Bombardier posts impressive Q1 profit
TORONTO — An impressive first-quarter result helped Bombardier Inc.’s share price rise yesterday to within cents of the Street’s expectations for the year, which triggers the question whether analysts are being overly conservative in their forecasts or are they simply waiting for the other shoe to drop?
Investors appear to have bought into the expectation that Bombardier will launch its new 110- to 130-seat CSeries aircraft, that orders for its trains will continue to roll in, and that the Montreal-based manufacturer will make good on its promise to improve profitability in the years ahead.
Bombardier also reinstated a 2.5cent quarterly dividend yesterday after three years without.
Since the start of the year, the company’s share price has shot up 46 per cent and more than doubled its 52-week low of $4.06, reached on Jan. 21 after three Q400 crashes in Europe and troubles with its contract to rebuild the London Underground conspired to drag down the stock.
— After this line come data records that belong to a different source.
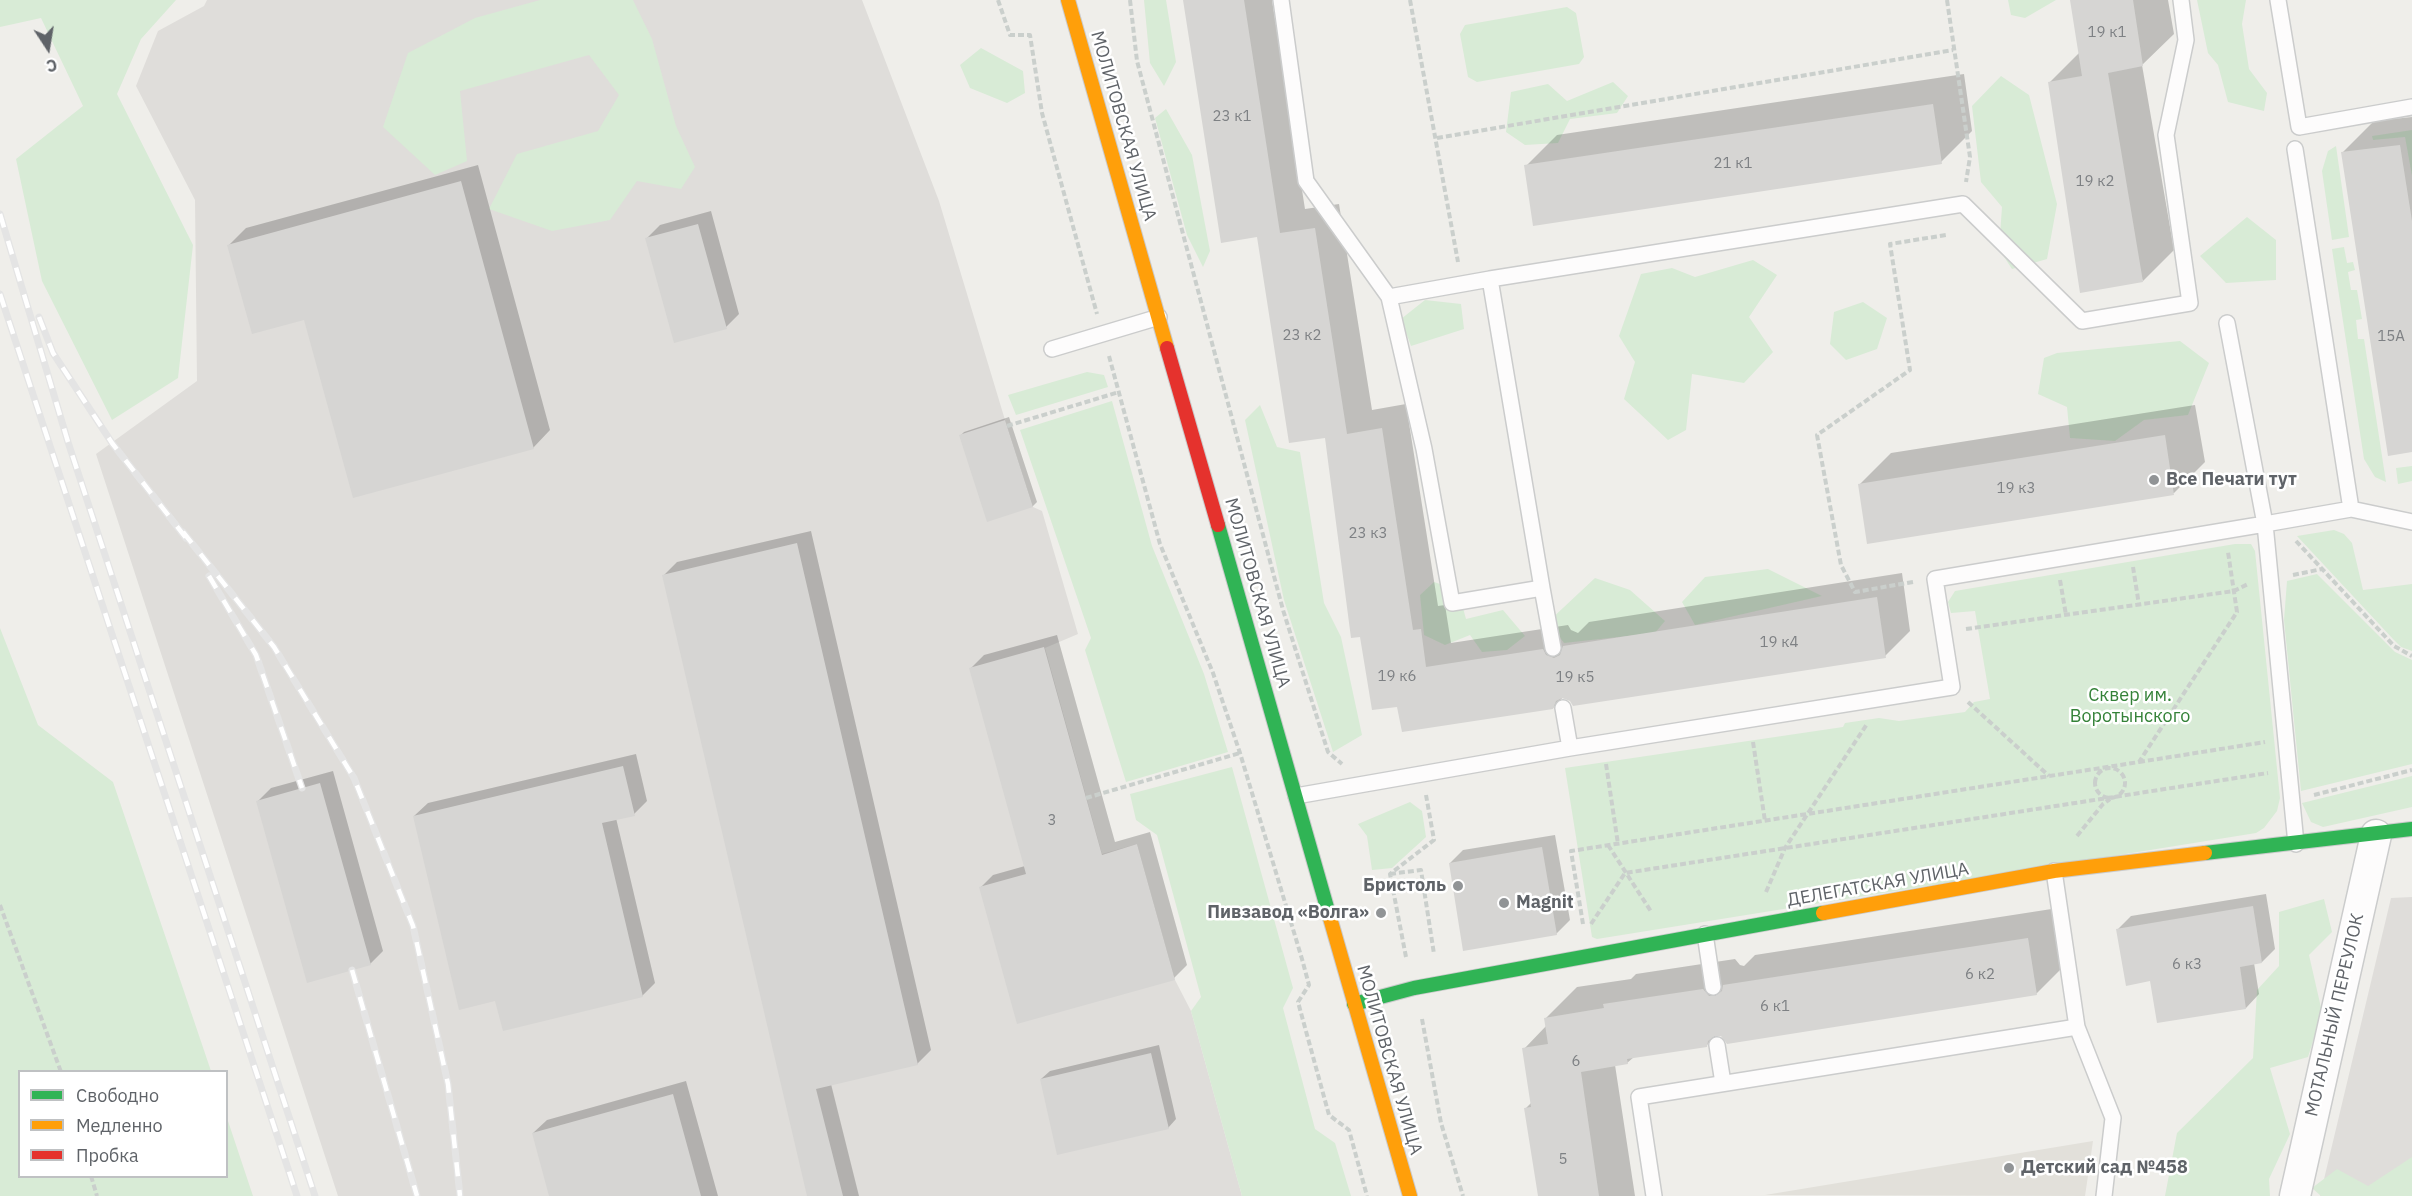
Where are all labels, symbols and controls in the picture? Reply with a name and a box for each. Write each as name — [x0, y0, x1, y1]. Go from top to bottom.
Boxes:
north arrow — [18, 18, 78, 78]
house number: 19 к1 — [2088, 24, 2126, 42]
street label: МОЛИТОВСКАЯ УЛИЦА — [1086, 29, 1160, 223]
text: С — [45, 55, 59, 76]
house number: 23 к1 — [1213, 108, 1251, 126]
house number: 21 к1 — [1714, 155, 1752, 173]
house number: 19 к2 — [2076, 173, 2114, 191]
house number: 23 к2 — [1283, 327, 1321, 345]
house number: 15А — [2377, 328, 2405, 346]
place label: Все Печати тут — [2166, 469, 2297, 491]
marker: Все Печати тут — [2147, 473, 2161, 487]
house number: 19 к3 — [1997, 480, 2035, 498]
street label: МОЛИТОВСКАЯ УЛИЦА — [1220, 496, 1294, 690]
house number: 23 к3 — [1349, 525, 1387, 543]
house number: 19 к4 — [1760, 634, 1798, 652]
house number: 19 к6 — [1378, 668, 1416, 686]
house number: 19 к5 — [1556, 669, 1594, 687]
park label: Сквер им. Воротынского — [2070, 685, 2190, 728]
house number: 3 — [1048, 812, 1056, 830]
street label: ДЕЛЕГАТСКАЯ УЛИЦА — [1785, 858, 1971, 912]
place label: Бристоль — [1363, 875, 1446, 897]
marker: Бристоль — [1451, 879, 1465, 893]
place label: Magnit — [1516, 892, 1574, 914]
marker: Magnit — [1497, 896, 1511, 910]
place label: Пивзавод «Волга» — [1207, 902, 1369, 924]
marker: Пивзавод «Волга» — [1374, 906, 1388, 920]
street label: МОТАЛЬНЫЙ ПЕРЕУЛОК — [2301, 911, 2369, 1119]
house number: 6 к3 — [2172, 956, 2202, 974]
street label: МОЛИТОВСКАЯ УЛИЦА — [1352, 963, 1426, 1157]
house number: 6 к2 — [1965, 966, 1995, 984]
house number: 6 к1 — [1760, 998, 1790, 1016]
house number: 6 — [1572, 1053, 1580, 1071]
legend — [18, 1070, 228, 1178]
text: Свободно — [76, 1084, 159, 1107]
text: Медленно — [76, 1114, 163, 1137]
text: Пробка — [76, 1144, 139, 1167]
house number: 5 — [1559, 1151, 1567, 1169]
place label: Детский сад №458 — [2021, 1157, 2188, 1179]
marker: Детский сад №458 — [2002, 1161, 2016, 1175]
But Bombardier reported firstquarter net income of $226 million US, or 12 cents a share, up from four cents a share during the same period last year. It beat the Street’s estimate of eight cents.
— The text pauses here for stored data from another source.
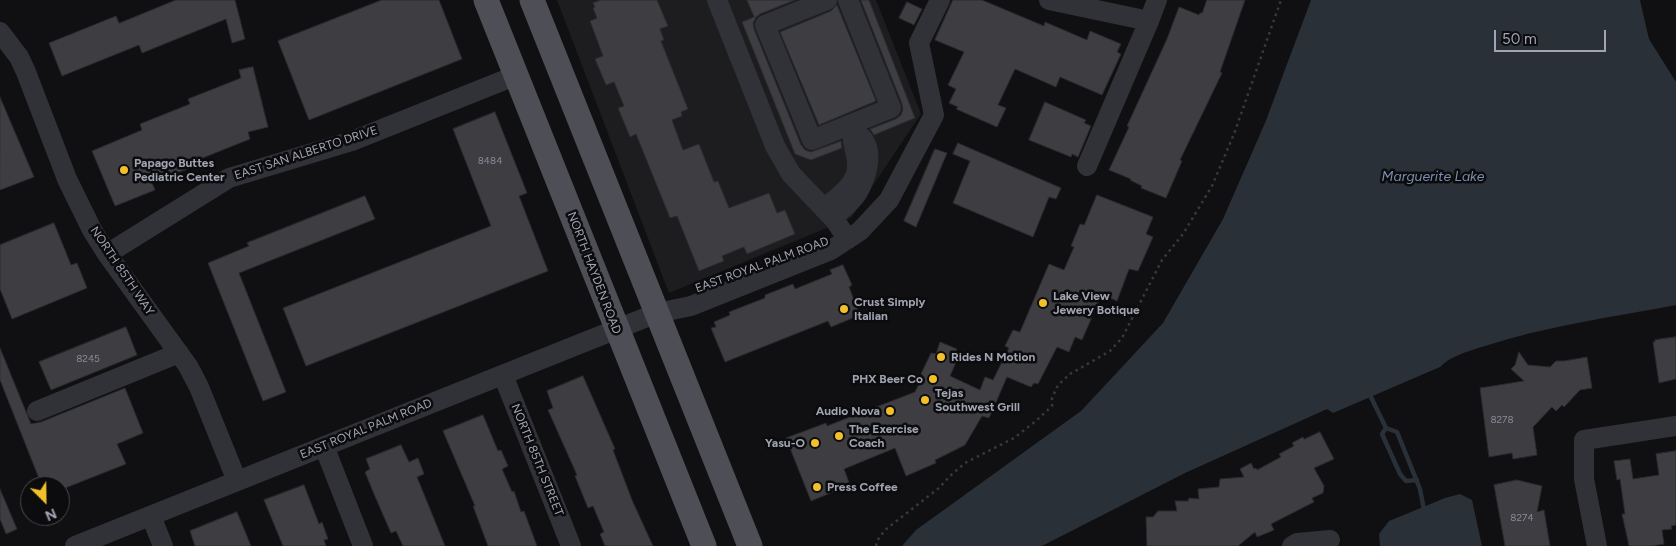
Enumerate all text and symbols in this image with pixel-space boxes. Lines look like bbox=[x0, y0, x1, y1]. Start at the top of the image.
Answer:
scale bar bbox=[1496, 20, 1608, 52]
text: 50 m bbox=[1502, 30, 1537, 48]
street label: EAST SAN ALBERTO DRIVE bbox=[233, 123, 379, 183]
house number: 8484 bbox=[478, 155, 502, 167]
place label: Papago Buttes Pediatric Center bbox=[134, 156, 224, 184]
marker: Papago Buttes Pediatric Center bbox=[118, 164, 130, 176]
water label: Marguerite Lake bbox=[1382, 169, 1484, 185]
street label: NORTH HAYDEN ROAD bbox=[564, 210, 624, 336]
street label: NORTH 85TH WAY bbox=[87, 224, 157, 318]
street label: EAST ROYAL PALM ROAD bbox=[693, 234, 831, 296]
place label: Lake View Jewery Botique bbox=[1053, 289, 1140, 317]
place label: Crust Simply Italian bbox=[854, 295, 925, 323]
marker: Lake View Jewery Botique bbox=[1037, 297, 1049, 309]
marker: Crust Simply Italian bbox=[838, 303, 850, 315]
place label: Rides N Motion bbox=[951, 350, 1035, 364]
marker: Rides N Motion bbox=[935, 351, 947, 363]
house number: 8245 bbox=[76, 353, 100, 365]
place label: PHX Beer Co bbox=[852, 372, 923, 386]
marker: PHX Beer Co bbox=[927, 373, 939, 385]
place label: Tejas Southwest Grill bbox=[935, 386, 1020, 414]
marker: Tejas Southwest Grill bbox=[919, 394, 931, 406]
street label: EAST ROYAL PALM ROAD bbox=[298, 396, 434, 462]
street label: NORTH 85TH STREET bbox=[508, 402, 566, 518]
place label: Audio Nova bbox=[816, 404, 880, 418]
marker: Audio Nova bbox=[884, 405, 896, 417]
house number: 8278 bbox=[1490, 414, 1514, 426]
place label: The Exercise Coach bbox=[849, 422, 919, 450]
marker: The Exercise Coach bbox=[833, 430, 845, 442]
place label: Yasu-O bbox=[765, 436, 805, 450]
marker: Yasu-O bbox=[809, 437, 821, 449]
north arrow bbox=[20, 476, 70, 526]
place label: Press Coffee bbox=[827, 480, 898, 494]
marker: Press Coffee bbox=[811, 481, 823, 493]
text: N bbox=[42, 504, 59, 524]
house number: 8274 bbox=[1510, 512, 1534, 524]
The better-than-expected result helped push the company’s share price to its highest point in nearly six years. The shares closed at $8.90 on the Toronto Stock Exchange. The nine per cent gain contributed to a 12.6 per cent run this week alone.
But despite the apparent investor enthusiasm, the Street appears to be erring on the side of caution, with a 12-month price target consensus of $8.95 a share.
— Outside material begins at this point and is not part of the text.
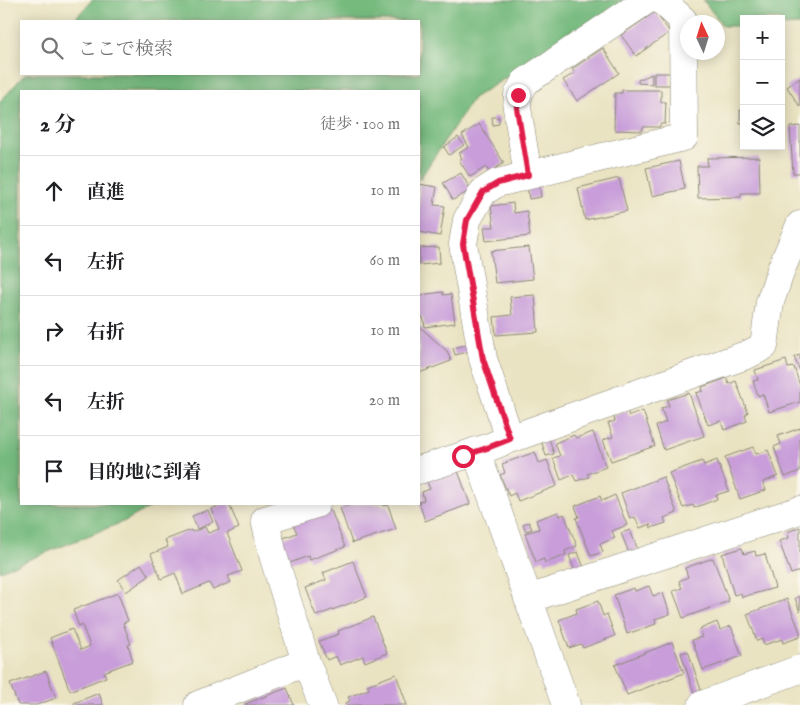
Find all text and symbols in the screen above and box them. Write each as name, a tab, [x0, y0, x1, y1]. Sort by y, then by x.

Cameron Doerksen, Versant Partners analyst, suggested that those who have held the stock during the current run may want to consider cashing in their chips.
“The stock is up 113 per cent from its 52-week low reached in January, and we believe is reaching close to fair value,” he said.
The risk that soaring fuel prices will dampen demand for regional jets and the possibility that businessjet orders have peaked is real, Doerksen said, adding that if the CSeries fails to launch at the Farnborough air show in July, it will likely send the stock into a tailspin.
While he raised his share price target to $9 on the earnings, he lowered Bombardier’s rating to “hold” from a “buy” because of the limited upside on his target.
Pierre Beaudoin, Bombardier’s new chief executive, denied a report this weekend that an order had been placed by China Southern Airlines for the CSeries, but said there have been talks with Chinese carriers and conceded that the air show would be “ideal” for a launch.
“The timing will be decided by our customers,” he said. “We feel good about launching in 2008.”